One answer to what comes after “Money Heist” is another series by its creator, Alex Pina. “Sky Rojo,” his new series, will be made available “soon,” Netflix said on Thursday. Actor Asier Etxeandia introduced new excerpts from the series, about three sex labor workers on the run from the boss of a human trafficking cartel, whom they’ve nearly killed. “It’s like ‘Charlie’s Angels,’ but far more punky,” said Etxeandia, who plays the crime lord.
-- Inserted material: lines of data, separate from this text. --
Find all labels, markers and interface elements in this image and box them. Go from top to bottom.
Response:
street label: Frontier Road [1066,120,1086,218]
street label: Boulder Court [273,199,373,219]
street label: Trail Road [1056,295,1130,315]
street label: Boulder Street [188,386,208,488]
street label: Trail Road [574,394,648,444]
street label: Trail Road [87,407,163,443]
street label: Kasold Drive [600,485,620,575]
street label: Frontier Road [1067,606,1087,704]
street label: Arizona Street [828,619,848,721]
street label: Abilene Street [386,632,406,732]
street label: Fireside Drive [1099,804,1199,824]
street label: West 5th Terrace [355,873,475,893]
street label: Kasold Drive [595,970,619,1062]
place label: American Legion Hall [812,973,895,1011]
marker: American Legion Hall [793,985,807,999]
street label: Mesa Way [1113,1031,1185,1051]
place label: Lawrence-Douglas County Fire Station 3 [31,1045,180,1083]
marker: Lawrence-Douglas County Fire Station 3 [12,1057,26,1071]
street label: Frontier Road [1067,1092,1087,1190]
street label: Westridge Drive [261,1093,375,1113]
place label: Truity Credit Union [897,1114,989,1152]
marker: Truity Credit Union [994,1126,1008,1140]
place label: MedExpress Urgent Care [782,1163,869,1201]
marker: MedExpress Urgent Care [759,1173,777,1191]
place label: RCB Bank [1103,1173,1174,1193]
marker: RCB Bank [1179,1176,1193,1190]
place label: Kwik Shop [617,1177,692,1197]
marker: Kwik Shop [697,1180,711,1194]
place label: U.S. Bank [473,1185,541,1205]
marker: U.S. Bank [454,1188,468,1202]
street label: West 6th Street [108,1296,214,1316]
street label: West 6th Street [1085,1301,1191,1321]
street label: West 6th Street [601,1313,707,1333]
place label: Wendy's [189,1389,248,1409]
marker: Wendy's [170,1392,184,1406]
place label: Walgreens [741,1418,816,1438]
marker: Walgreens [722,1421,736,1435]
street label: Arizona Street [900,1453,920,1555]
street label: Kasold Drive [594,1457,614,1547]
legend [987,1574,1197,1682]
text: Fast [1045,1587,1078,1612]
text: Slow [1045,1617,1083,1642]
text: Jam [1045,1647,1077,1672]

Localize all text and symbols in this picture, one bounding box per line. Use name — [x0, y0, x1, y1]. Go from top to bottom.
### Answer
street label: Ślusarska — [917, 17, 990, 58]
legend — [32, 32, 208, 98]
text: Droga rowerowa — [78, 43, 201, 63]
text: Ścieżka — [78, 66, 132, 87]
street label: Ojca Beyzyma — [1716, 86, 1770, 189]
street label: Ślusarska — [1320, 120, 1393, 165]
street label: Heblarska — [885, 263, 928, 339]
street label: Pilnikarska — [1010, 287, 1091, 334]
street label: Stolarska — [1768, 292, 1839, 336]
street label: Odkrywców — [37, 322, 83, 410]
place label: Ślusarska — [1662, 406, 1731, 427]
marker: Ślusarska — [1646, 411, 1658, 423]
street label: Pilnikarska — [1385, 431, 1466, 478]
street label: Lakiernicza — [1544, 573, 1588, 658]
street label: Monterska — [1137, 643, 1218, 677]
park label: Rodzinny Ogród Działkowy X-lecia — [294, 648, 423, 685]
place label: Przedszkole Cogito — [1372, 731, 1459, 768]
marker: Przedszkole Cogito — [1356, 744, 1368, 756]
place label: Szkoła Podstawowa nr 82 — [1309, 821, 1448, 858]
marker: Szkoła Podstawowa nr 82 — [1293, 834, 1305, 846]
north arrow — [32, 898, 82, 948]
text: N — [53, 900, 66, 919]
The Netflix presentation was followed by a panel of Netflix executives and creators, entitled “In First Person, The Power of Stories,” and featuring Nadia de Santiago, Elisabet Benavent, creator of “Valeria,” Verónica Fernández, Netflix Spain director of contents, series, and Teresa Moneo, director of contents, film.
One key debating point was why Spanish series and films had found such success outside Spain. “Spain has a strong culture, which is also highly diverse and creators are passionate, which can prove attractive abroad,” said Fernández by way of explanation.